What is needed is a verbatim copy of the data, minus the pictures.

Stored data.
____________

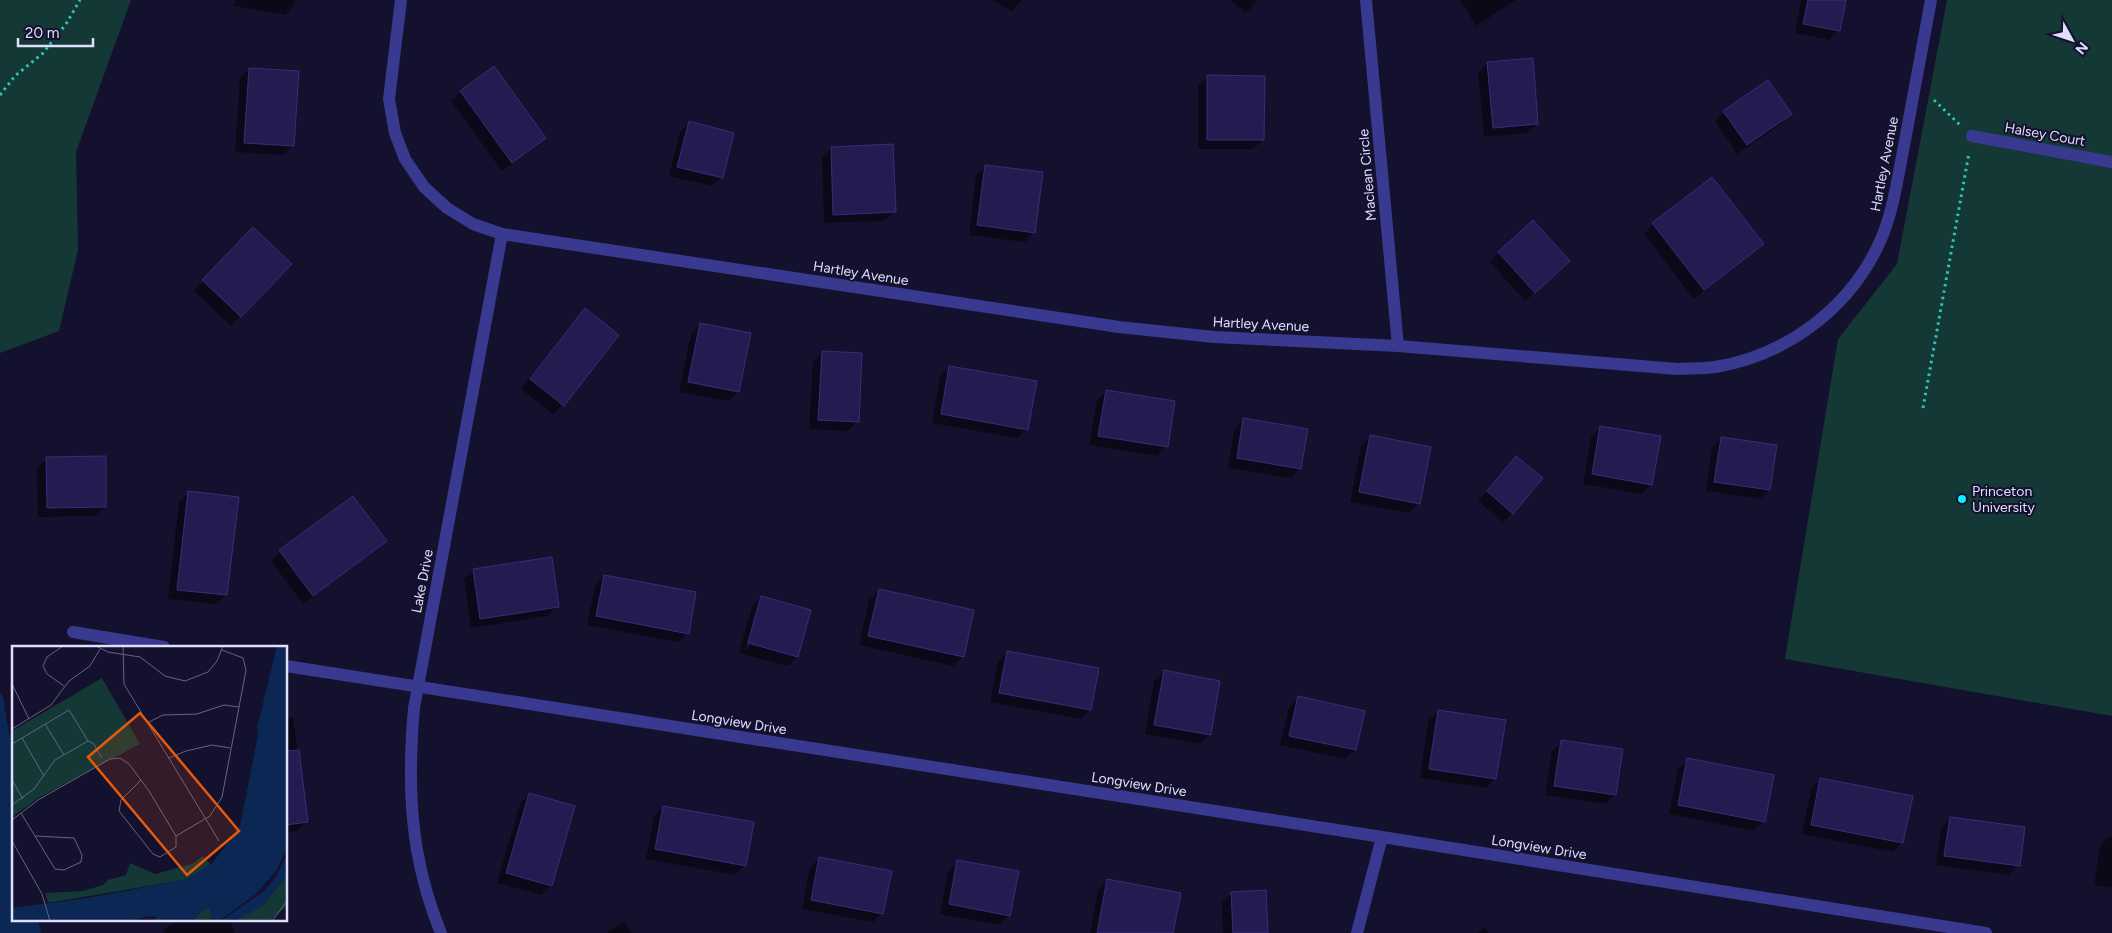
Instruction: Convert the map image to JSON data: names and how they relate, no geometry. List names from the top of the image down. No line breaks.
{"streets":{"street":["Halsey Court","Hartley Avenue","Maclean Circle","Lake Drive","Longview Drive"]},"crossings":[["Hartley Avenue","Maclean Circle"],["Hartley Avenue","Lake Drive"],["Lake Drive","Longview Drive"]],"places":["Princeton University"],"scale_bar":"20 m","north":"bottom right"}
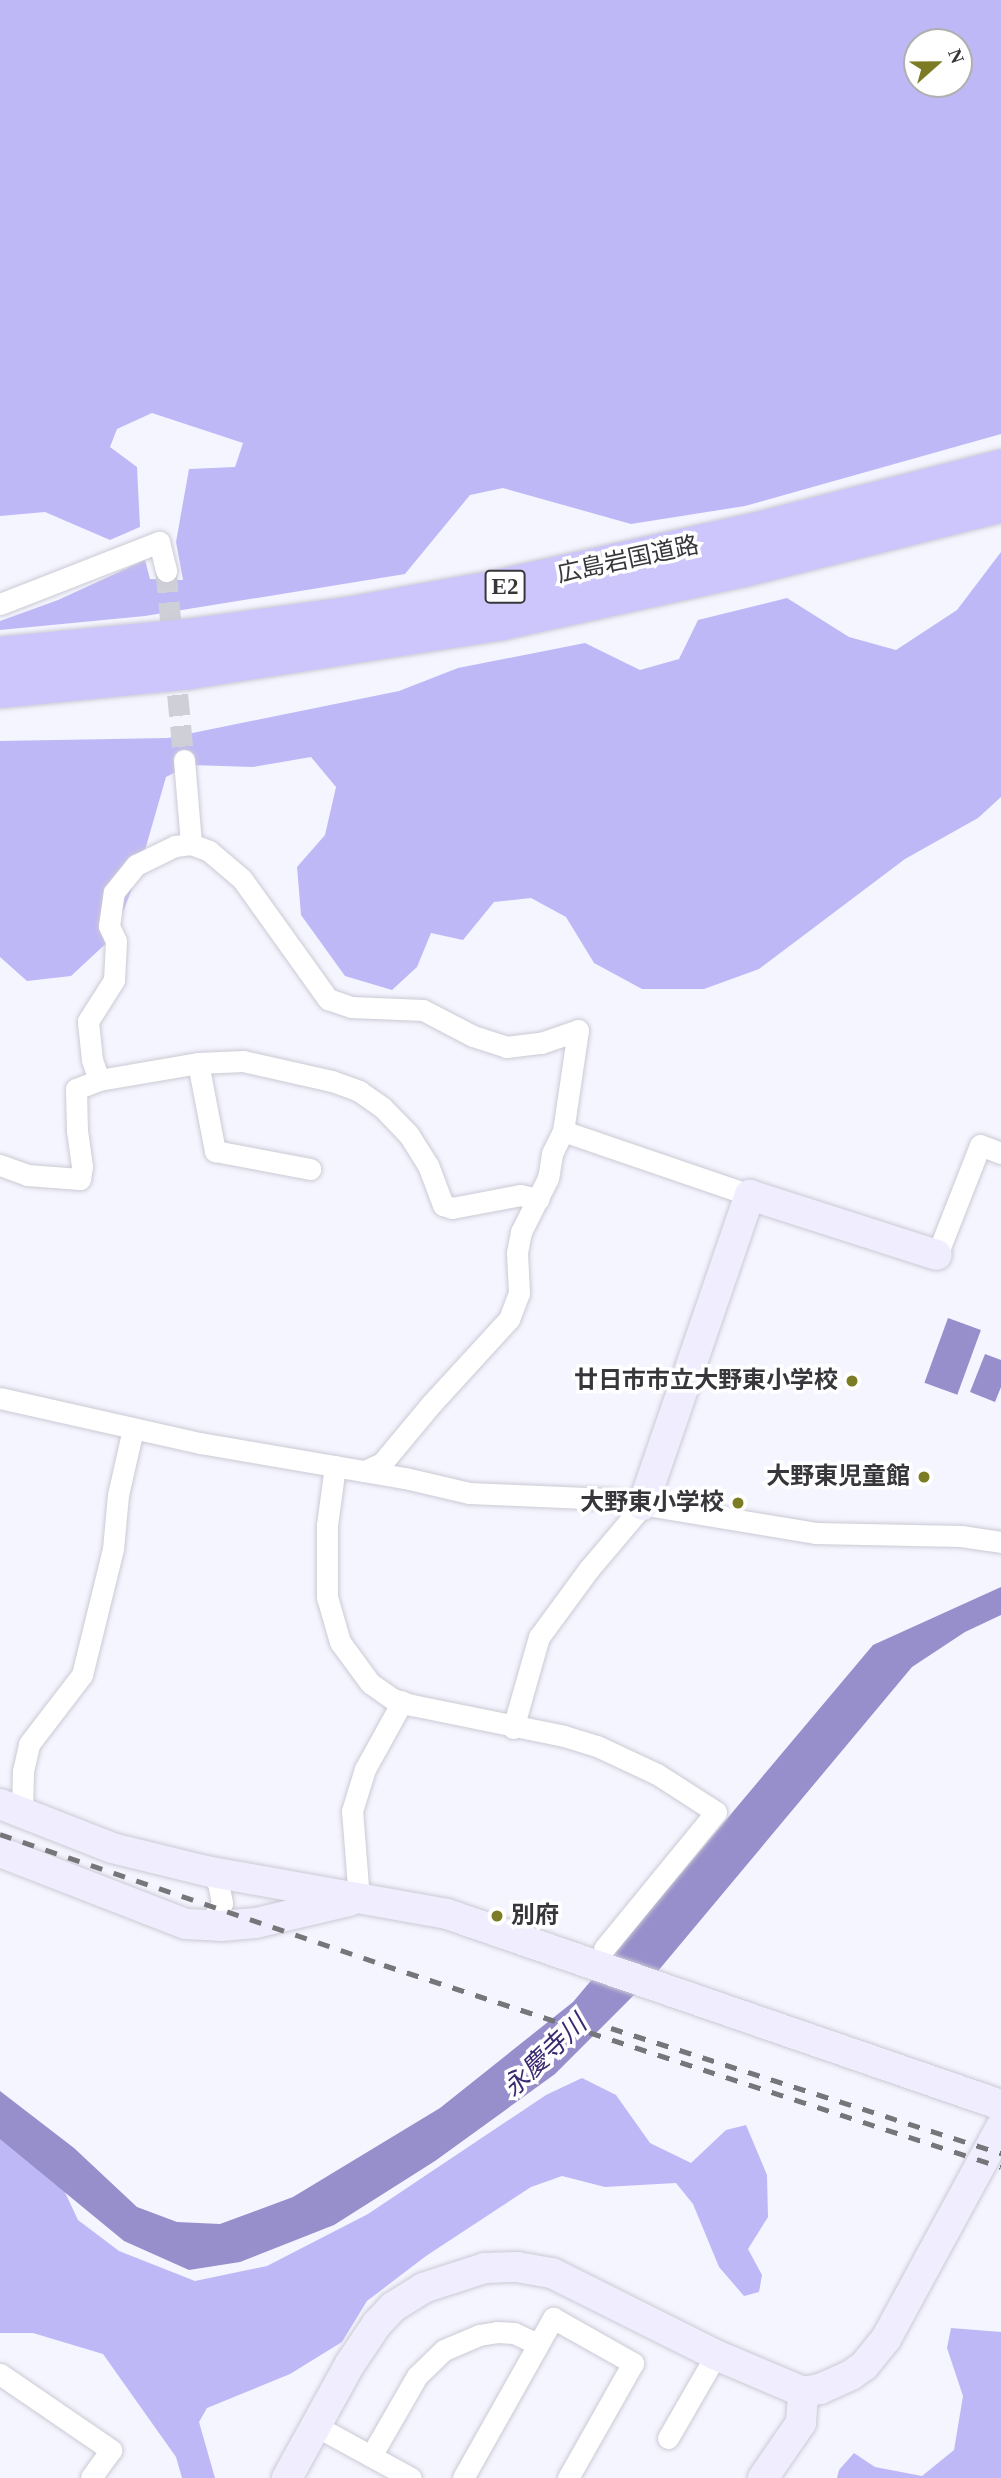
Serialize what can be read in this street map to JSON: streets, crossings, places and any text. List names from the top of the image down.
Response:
{
  "streets": {
    "highway": ["広島岩国道路", "E2"]
  },
  "water": ["永慶寺川"],
  "places": [
    "廿日市市立大野東小学校",
    "大野東児童館",
    "大野東小学校",
    "別府"
  ],
  "north": "right"
}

____________

Problem solution.
Instruction: Convert the map image to JSON data: names and how they relate, no geometry. List names from the top of the image down. No line breaks.
{"streets":{"street":["Halsey Court","Hartley Avenue","Maclean Circle","Lake Drive","Longview Drive"]},"crossings":[["Hartley Avenue","Maclean Circle"],["Hartley Avenue","Lake Drive"],["Lake Drive","Longview Drive"]],"places":["Princeton University"],"scale_bar":"20 m","north":"bottom right"}
Serialize what can be read in this street map to JSON: streets, crossings, places and any text. List names from the top of the image down.
Response:
{
  "streets": {
    "highway": ["広島岩国道路", "E2"]
  },
  "water": ["永慶寺川"],
  "places": [
    "廿日市市立大野東小学校",
    "大野東児童館",
    "大野東小学校",
    "別府"
  ],
  "north": "right"
}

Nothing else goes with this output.